The rumor mill started running at V8 power late this morning, early-signing day. Rumors that the most recognizable athlete in the history of Florida State had swooped in and taken the best college football player in the land from the place where he originally became famous. Then it happened. On a livestream hosted by Atlanta’s 11 Alive News, from Collins Hill High School in Suwanee, Ga., Hunter put on quite the production.
Hunter had the three hats in front of him like most top players do — Florida State, Georgia, and Auburn. He launched the Auburn hat off of the table. Hunter next put the Georgia hat on his head, but threw that one in the crowd. Then he put on the Florida State, and didn’t do too bad at staying in character before throwing that one in the crowd and asking for a different hat. Hunter unzipped his hoodie to reveal a Jackson State IBelieve T-shirt and caught a Jackson State hat. Sanders flipped the No. 1 overall recruit in America to an HBCU. An FCS program.
It’s not as if Jackson State has never had high profile talent at its football program. When Ole Miss brought in the program’s first Black player 1971, Walter Payton went to Jackson State and would go on to become one of the greatest football players of all time.
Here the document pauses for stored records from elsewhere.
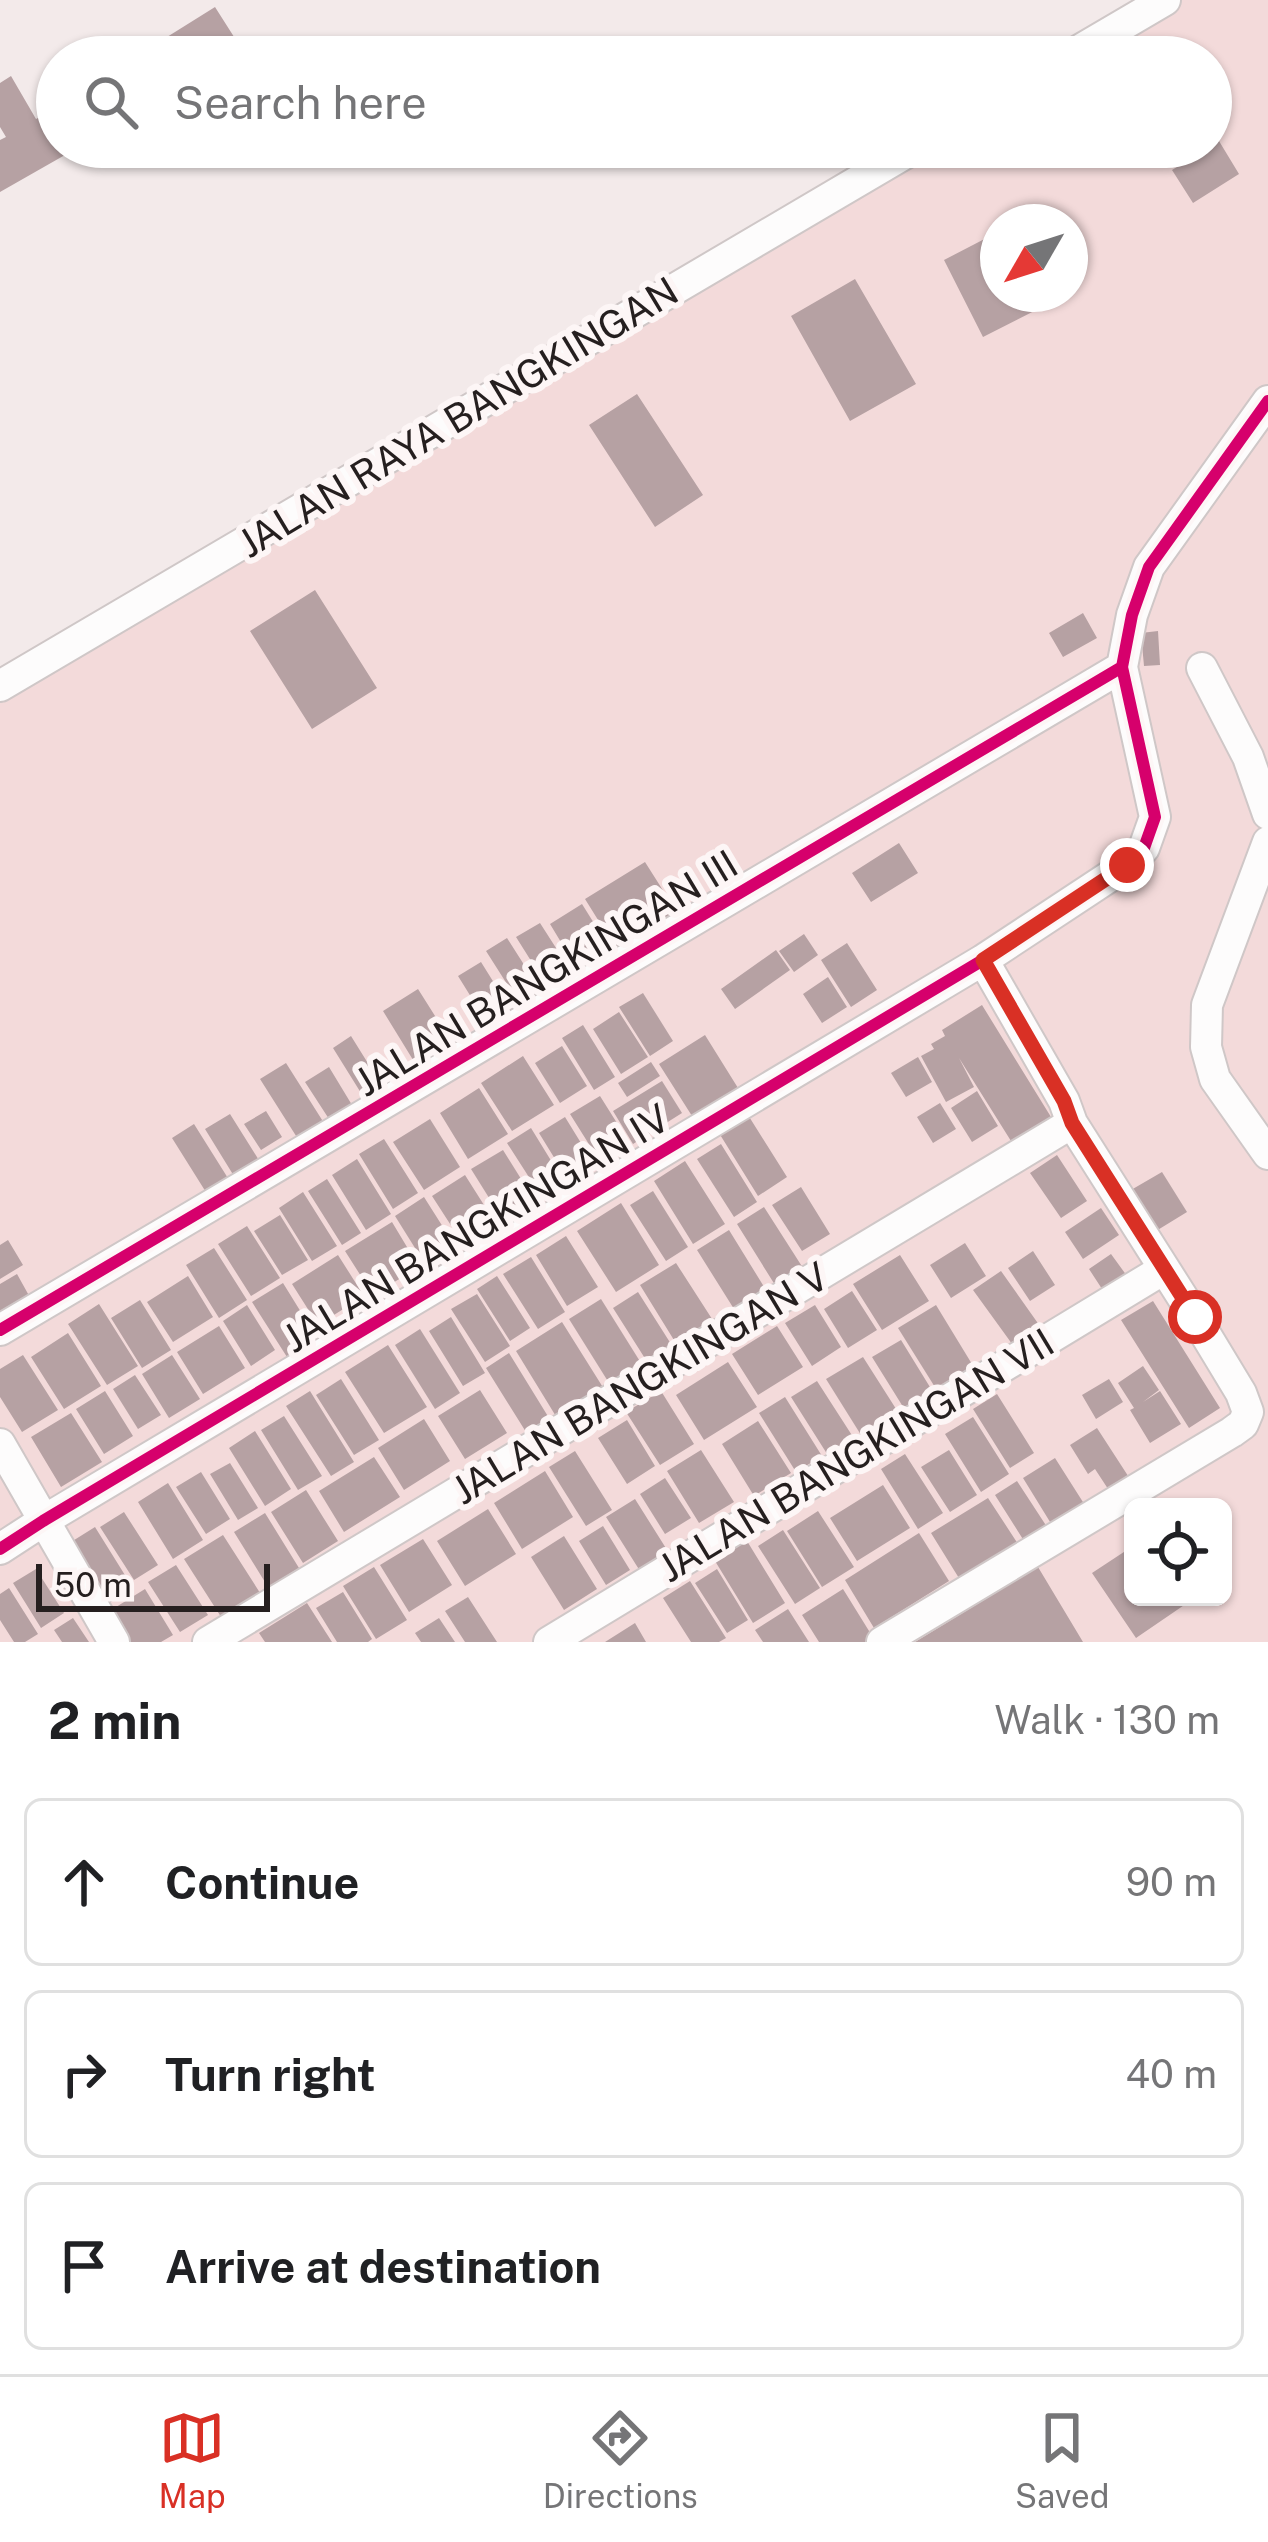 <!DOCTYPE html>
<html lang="en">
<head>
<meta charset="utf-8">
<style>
  :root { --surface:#fff; --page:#f6f6f6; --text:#202124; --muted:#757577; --line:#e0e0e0; --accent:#d93025 }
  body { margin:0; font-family:"Public Sans",sans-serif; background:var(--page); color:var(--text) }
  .controls { position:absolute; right:36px; bottom:36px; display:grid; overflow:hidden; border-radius:18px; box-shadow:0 3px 9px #0004 }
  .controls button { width:108px; height:108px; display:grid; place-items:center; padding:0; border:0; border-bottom:3px solid var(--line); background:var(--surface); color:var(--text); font:60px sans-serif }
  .compass { position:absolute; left:980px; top:204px; width:108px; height:108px; border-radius:50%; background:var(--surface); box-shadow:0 3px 9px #0004; rotate:231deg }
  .scale { position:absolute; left:36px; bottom:30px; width:234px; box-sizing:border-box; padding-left:12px; border:6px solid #251f1f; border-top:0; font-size:33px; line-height:42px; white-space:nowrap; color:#251f1f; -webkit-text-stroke:9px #fdf6f6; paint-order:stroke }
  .stop { position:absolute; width:36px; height:36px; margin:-27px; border:9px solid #d93025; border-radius:50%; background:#fff }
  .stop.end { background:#d93025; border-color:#fff; box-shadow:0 3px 12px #0008 }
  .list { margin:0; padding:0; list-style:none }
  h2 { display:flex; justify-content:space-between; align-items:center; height:156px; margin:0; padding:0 48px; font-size:51px }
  h2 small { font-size:39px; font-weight:400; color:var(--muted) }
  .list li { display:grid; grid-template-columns:78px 1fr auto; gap:36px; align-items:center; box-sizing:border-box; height:168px; margin:0 24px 24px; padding:0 24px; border:3px solid var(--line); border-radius:18px }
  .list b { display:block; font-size:45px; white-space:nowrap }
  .list em { font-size:39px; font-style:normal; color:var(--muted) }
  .icon { flex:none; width:66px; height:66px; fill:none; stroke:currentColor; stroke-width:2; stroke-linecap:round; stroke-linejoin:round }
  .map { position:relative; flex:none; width:1268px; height:1642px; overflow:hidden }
  .search { position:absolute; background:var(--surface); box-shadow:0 3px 9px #0004; left:36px; right:36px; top:36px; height:132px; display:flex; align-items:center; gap:30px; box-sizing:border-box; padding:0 42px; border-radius:66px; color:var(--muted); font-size:45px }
  .sheet { height:732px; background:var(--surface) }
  nav { display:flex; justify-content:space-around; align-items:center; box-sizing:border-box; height:168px; border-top:3px solid var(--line); background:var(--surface); font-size:33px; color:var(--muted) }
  nav a { display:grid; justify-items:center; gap:6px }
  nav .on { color:var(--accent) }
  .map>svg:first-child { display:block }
  .green { fill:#f3dada; fill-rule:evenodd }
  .building { fill:#b6a1a3 }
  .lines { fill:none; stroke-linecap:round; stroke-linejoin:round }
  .minor-casing { stroke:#cfc7c7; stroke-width:34 }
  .minor { stroke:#fdfcfc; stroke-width:30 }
  .cycleway-casing { stroke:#fdf6f6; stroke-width:20 }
  .cycleway { stroke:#d6006c; stroke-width:12 }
  .route { stroke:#d93025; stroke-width:15 }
  .labels { text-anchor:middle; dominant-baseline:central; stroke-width:12; stroke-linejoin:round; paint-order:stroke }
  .street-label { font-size:39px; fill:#251f1f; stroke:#fdf6f6 }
</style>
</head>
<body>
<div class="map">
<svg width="1268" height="1642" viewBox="0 0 1268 1642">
  <rect width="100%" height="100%" fill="#f3eaea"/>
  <!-- green -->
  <path class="green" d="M1181,0H1268V1642H0V680L926,147H1211V57H1082ZM998,222H1070V294H998ZM1133,1507H1223V1597H1133Z"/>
  <!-- building -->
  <path class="building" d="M215,7L243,51L232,57H180L167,37Z
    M11,76L36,119L57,108V147H79L0,192V140L6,137L0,127V83Z
    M1219,141L1239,174L1193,203L1172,170Z
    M998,232V294H1040L1046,305L983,337L944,260Z
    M855,279L916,384L850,421L791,316Z
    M637,394L703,495L655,527L589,425Z
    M315,590L377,688L312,729L250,631Z
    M1083,613L1097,638L1063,657L1049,633Z
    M1158,631L1160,665L1144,666L1141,633Z
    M899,843L918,873L871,902L852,873Z
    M645,862L678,914L618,952L585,899Z
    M582,904L612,952L579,972L550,924Z
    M540,923L574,976L550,991L516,937Z
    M804,934L818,955L794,972L779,951Z
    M507,938L542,993L521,1006L486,951Z
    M847,943L877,990L851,1007L821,960Z
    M776,950L790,970L735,1009L721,989Z
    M481,962L514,1015L491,1029L458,976Z
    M828,977L847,1007L822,1023L803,994Z
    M418,989L454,1046L418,1068L383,1011Z
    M643,993L673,1041L650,1056L619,1007Z
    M982,1005L1051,1117L1011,1141L959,1058L974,1087L946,1102L921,1056L934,1049L931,1044L945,1036L942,1030Z
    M619,1012L648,1057L621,1074L593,1029Z
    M583,1025L615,1077L594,1090L562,1038Z
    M705,1035L738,1088L692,1116L659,1064Z
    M351,1036L379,1081L361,1093L333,1048Z
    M562,1046L587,1086L560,1103L535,1063Z
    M523,1056L554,1105L512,1131L481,1083Z
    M918,1057L932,1082L906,1097L891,1073Z
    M651,1062L660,1076L627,1097L618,1083Z
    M286,1063L324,1123L298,1139L260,1079Z
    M329,1067L352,1105L329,1119L305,1082Z
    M662,1081L682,1113L633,1144L613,1111Z
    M479,1088L508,1134L468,1159L440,1113Z
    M977,1091L998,1126L972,1142L951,1108Z
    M600,1096L627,1139L597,1157L570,1114Z
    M940,1103L956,1129L933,1143L917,1117Z
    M266,1111L282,1137L261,1150L244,1124Z
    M230,1114L262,1165L237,1181L205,1129Z
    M748,1115L787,1177L758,1196L719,1133Z
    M565,1117L597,1169L571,1185L539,1133Z
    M430,1119L460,1167L424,1190L393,1142Z
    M194,1124L231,1183L209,1197L172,1138Z
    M531,1128L566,1185L543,1199L507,1143Z
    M384,1139L418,1193L393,1209L359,1154Z
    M721,1144L757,1202L734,1217L697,1159Z
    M503,1150L538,1206L506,1225L471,1169Z
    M1057,1155L1087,1201L1061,1218L1030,1173Z
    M357,1159L391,1214L366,1230L332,1175Z
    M685,1161L725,1224L693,1244L654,1181Z
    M1162,1172L1187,1212L1156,1231L1131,1190Z
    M465,1175L496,1224L463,1244L432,1196Z
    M327,1179L361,1233L342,1245L308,1191Z
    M801,1187L830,1234L802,1251L772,1205Z
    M653,1191L688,1247L666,1261L630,1205Z
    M303,1192L337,1246L312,1261L279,1208Z
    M424,1197L455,1246L425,1264L395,1216Z
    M621,1203L659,1265L616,1292L577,1231Z
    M764,1207L803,1268L775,1285L737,1224Z
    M1101,1208L1119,1235L1083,1259L1065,1232Z
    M280,1215L308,1260L282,1275L254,1231Z
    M392,1222L419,1267L373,1295L345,1251Z
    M247,1226L280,1278L251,1296L218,1244Z
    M729,1230L766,1290L734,1309L697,1250Z
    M566,1236L598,1287L567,1306L536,1255Z
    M8,1240L23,1265L0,1279V1245Z
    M965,1243L986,1276L951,1298L930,1265Z
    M214,1248L247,1300L219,1318L186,1265Z
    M1033,1251L1055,1285L1030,1301L1008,1268Z
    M1111,1254L1127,1276L1104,1292L1089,1269Z
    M338,1255L364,1296L318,1325L292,1284Z
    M900,1255L929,1301L882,1330L853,1284Z
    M531,1257L565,1312L538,1329L503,1274Z
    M676,1263L714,1322L677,1345L640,1285Z
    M1001,1271L1042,1329L1015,1348L973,1290Z
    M17,1274L32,1301L0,1319V1284Z
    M188,1276L213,1317L173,1342L147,1302Z
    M497,1276L530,1328L510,1341L477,1289Z
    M283,1283L317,1338L287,1357L252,1302Z
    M852,1291L877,1330L848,1348L824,1309Z
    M638,1292L671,1344L646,1360L613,1308Z
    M477,1294L510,1346L485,1362L451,1309Z
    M601,1299L641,1363L609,1383L569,1319Z
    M140,1300L171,1350L142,1368L111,1318Z
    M1153,1301L1220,1408L1189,1428L1121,1320Z
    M99,1304L138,1366L107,1385L68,1324Z
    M247,1305L275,1350L251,1366L223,1321Z
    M815,1305L841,1347L812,1366L785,1323Z
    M936,1305L975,1369L938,1392L898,1328Z
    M451,1317L485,1373L463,1386L429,1331Z
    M562,1322L604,1389L557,1418L516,1351Z
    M219,1326L245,1368L203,1394L177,1352Z
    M777,1326L803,1367L758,1395L732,1354Z
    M420,1329L460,1393L435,1409L395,1345Z
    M68,1333L101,1386L64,1409L31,1357Z
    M901,1340L933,1392L905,1410L872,1357Z
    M388,1345L427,1407L384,1433L345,1372Z
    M509,1353L549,1418L526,1432L486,1368Z
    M23,1355L58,1410L22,1432L0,1397V1369Z
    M172,1355L200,1399L169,1418L142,1374Z
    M863,1357L898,1412L861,1435L826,1379Z
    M728,1362L757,1407L704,1440L676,1395Z
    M1143,1366L1159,1390L1143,1402L1160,1391L1181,1424L1150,1443L1130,1410L1134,1408L1118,1383Z
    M135,1375L161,1415L138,1429L113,1389Z
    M341,1379L379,1440L354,1455L316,1395Z
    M1109,1379L1123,1402L1096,1419L1082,1395Z
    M817,1381L855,1440L829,1457L791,1397Z
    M480,1390L507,1433L465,1459L438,1416Z
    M105,1391L133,1436L104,1454L76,1409Z
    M310,1391L354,1462L331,1476L286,1406Z
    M661,1391L694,1444L660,1465L626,1412Z
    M997,1394L1034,1453L1010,1468L973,1409Z
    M785,1397L822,1456L796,1472L759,1413Z
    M71,1413L102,1462L61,1487L31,1437Z
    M284,1416L322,1476L298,1490L261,1430Z
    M973,1417L1009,1474L981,1492L945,1434Z
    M424,1419L450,1461L404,1490L378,1448Z
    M627,1420L655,1466L627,1484L598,1438Z
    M758,1421L791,1473L754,1496L722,1444Z
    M1097,1428L1132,1482L1112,1495L1095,1469L1088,1474L1070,1445Z
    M255,1431L291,1489L265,1506L229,1448Z
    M701,1450L734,1502L699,1523L667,1471Z
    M949,1450L977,1495L950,1512L921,1467Z
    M575,1451L612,1510L586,1526L549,1467Z
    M905,1454L943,1513L918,1529L881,1469Z
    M374,1457L400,1497L344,1532L319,1491Z
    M1055,1458L1088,1510L1055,1530L1023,1478Z
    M230,1463L258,1508L238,1520L210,1474Z
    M545,1471L573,1517L522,1549L494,1503Z
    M201,1472L230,1519L206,1534L176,1487Z
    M665,1478L691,1518L665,1534L640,1494Z
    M1017,1481L1049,1530L1026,1544L995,1495Z
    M168,1483L203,1540L173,1559L138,1502Z
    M883,1485L910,1528L857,1561L830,1518Z
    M306,1490L338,1541L303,1563L271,1512Z
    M988,1498L1020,1547L962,1583L931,1533Z
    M635,1499L669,1553L640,1571L606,1517Z
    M488,1509L516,1554L465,1586L437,1541Z
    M818,1511L854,1567L822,1587L787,1531Z
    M124,1512L158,1565L134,1580L100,1527Z
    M265,1513L299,1568L268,1587L234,1532Z
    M603,1526L630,1570L606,1585L579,1541Z
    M95,1527L133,1588L109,1603L71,1542Z
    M783,1530L820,1588L795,1604L758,1546Z
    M919,1533L949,1581L874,1628L845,1580Z
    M223,1535L262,1596L223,1620L184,1559Z
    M564,1536L597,1589L564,1610L531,1557Z
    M423,1539L452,1585L409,1612L380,1565Z
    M747,1541L785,1603L753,1623L715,1561Z
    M1133,1546V1597H1196L1136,1638L1092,1573Z
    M176,1565L208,1615L180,1632L148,1582Z
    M374,1567L407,1620L376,1639L343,1586Z
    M1038,1567L1083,1642H915Z
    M36,1569L64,1613L41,1628L13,1583Z
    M717,1569L748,1620L727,1633L695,1583Z
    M690,1581L726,1638L719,1642H691L663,1598Z
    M9,1588L38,1634L25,1642H14L0,1620V1594Z
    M145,1589L173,1635L161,1642H127L108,1612Z
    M843,1589L874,1639L869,1642H819L802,1615Z
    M343,1592L372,1639L368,1642H337L316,1608Z
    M468,1597L497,1642H465L445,1611Z
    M307,1603L332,1642H265L259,1633Z
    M788,1609L809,1642H763L755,1630Z
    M73,1618L89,1642H62L54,1630Z
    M439,1618L455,1642H421L415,1633Z
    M635,1623L646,1642H605Z"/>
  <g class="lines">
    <!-- minor casing -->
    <g class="minor-casing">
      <path id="minor" d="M1068,57L1165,0
        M1202,668L1248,757L1268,814
        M0,686L916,147
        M1268,842L1207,1005L1206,1047L1215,1079L1268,1154
        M0,1330L1122,667
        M0,1444L114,1642
        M0,1549L43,1521L983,960L1127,865L1144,848L1155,817L1122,667L1132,615L1149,567L1268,401
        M208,1642L1072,1123
        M549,1642L1164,1269
        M882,1642L1232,1432L1243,1424L1248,1412L1241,1393L1195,1317L1072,1123L1064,1101L983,960"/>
    </g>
    <!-- minor -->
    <use href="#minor" class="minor"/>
    <!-- cycleway casing -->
    <g class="cycleway-casing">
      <path id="cycleway" d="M0,1330L1122,667
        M0,1549L43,1521L983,960L1127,865L1144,848L1155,817L1122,667L1132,615L1149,567L1268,401"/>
    </g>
    <!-- cycleway -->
    <use href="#cycleway" class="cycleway"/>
  </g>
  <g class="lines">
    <!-- route -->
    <path class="route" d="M1127,865L983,960L1064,1101L1072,1123L1195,1317"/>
  </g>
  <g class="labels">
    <!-- street labels -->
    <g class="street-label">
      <text transform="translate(458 417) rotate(-31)">JALAN RAYA BANGKINGAN</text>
      <text transform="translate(546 973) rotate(-31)">JALAN BANGKINGAN III</text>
      <text transform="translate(476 1228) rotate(-31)">JALAN BANGKINGAN IV</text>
      <text transform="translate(640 1383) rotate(-31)">JALAN BANGKINGAN V</text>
      <text transform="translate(856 1455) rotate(-31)">JALAN BANGKINGAN VII</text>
    </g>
  </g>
</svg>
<div class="controls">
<button><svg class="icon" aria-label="locate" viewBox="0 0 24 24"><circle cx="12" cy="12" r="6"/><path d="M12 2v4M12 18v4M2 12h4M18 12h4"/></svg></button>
</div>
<svg class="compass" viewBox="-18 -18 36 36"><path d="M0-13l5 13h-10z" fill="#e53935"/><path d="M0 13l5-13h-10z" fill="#757577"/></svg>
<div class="scale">50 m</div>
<div class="stop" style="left:1195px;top:1317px"></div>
<div class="stop end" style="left:1127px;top:865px"></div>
<div class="search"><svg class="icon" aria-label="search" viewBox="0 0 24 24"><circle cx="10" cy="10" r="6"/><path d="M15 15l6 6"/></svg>Search here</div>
</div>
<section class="sheet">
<h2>2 min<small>Walk · 130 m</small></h2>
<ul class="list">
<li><svg class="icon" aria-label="ahead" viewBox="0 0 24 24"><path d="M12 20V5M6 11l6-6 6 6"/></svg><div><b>Continue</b></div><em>90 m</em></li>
<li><svg class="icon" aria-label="right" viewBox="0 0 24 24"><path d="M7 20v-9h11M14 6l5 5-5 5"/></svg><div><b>Turn right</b></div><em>40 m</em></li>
<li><svg class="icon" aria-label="arrive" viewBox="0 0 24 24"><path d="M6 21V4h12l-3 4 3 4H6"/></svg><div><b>Arrive at destination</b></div></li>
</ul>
</section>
<nav>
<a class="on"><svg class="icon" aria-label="map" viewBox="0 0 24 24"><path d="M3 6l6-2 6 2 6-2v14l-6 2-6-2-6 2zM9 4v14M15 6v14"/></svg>Map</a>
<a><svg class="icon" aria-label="directions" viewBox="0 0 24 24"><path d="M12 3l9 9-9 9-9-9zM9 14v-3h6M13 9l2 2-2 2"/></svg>Directions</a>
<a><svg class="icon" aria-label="saved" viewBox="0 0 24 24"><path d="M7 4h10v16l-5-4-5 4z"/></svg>Saved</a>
</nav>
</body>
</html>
HBCUs do still put talent into the NFL, even though they don’t send as much ever since Power 5 football fully integrated. As of cutdown day — Sept. 1, 2021 — there were 18 players from HBCUs on NFL rosters, including two-time first-team All Pro linebacker Darius Leonard of the Indianapolis Colts, who was drafted in the second round of the 2018 NFL Draft.
While there are still good players at HBCUs, a ready-made talent like Hunter is unusual. Those players normally fall through the cracks, or are late bloomers. Hunter could’ve started from Day 1 at Florida State or any other major college football program.
Sanders’ personality and status as one of the most influential figures in the history of football likely played a large role in Hunter’s decision, it’s likely there were some above board financial reasons that heavily factored into it. Yahoo’s Pete Thamel tweeted out that it is believed NIL money was a major reason for Hunter changing his commitment. Sports Illustrated’s Pat Forde tweeted out that he’s heard quite a bit of discussion about NIL at HBCUs.
For those who complained about NIL money damaging competitive balance in college sports, check out the little guy. Sure, Sanders is plugged in and the program has a relationship with Barstool Sports (original reports of Hunter signing an endorsement deal with Barstool are reportedly false) but there is no way to paint this as the rich getting richer.
It’s going to take a while for the reverberations from this plate shift to settle to see what this means for the future of college sports. What does this mean for programs who are even bigger than Jackson State but still not considered premiere? What about Houston, DePaul, or even St. John’s? The Johnnies play in the media capital of the world. If they really want to get back near the top of men’s college basketball for the first time in nearly 30 years, Jackson State appears to have shown them the way.
This way, while not perfect, is still better than what college sports were in the past — universities pumping money like they do air for the balls into athletic facilities and dorms for the athletes. That’s pulling the Silicon Valley move of making the workspace as inviting as possible so the employees will stay longer, except, for college athletes, none of the Silicon Valley money the coaches and administrators get.
So far this new era of college athletics is athletes getting better compensation and top-level talent going to places they normally would not. It appears that NIL is working out just fine.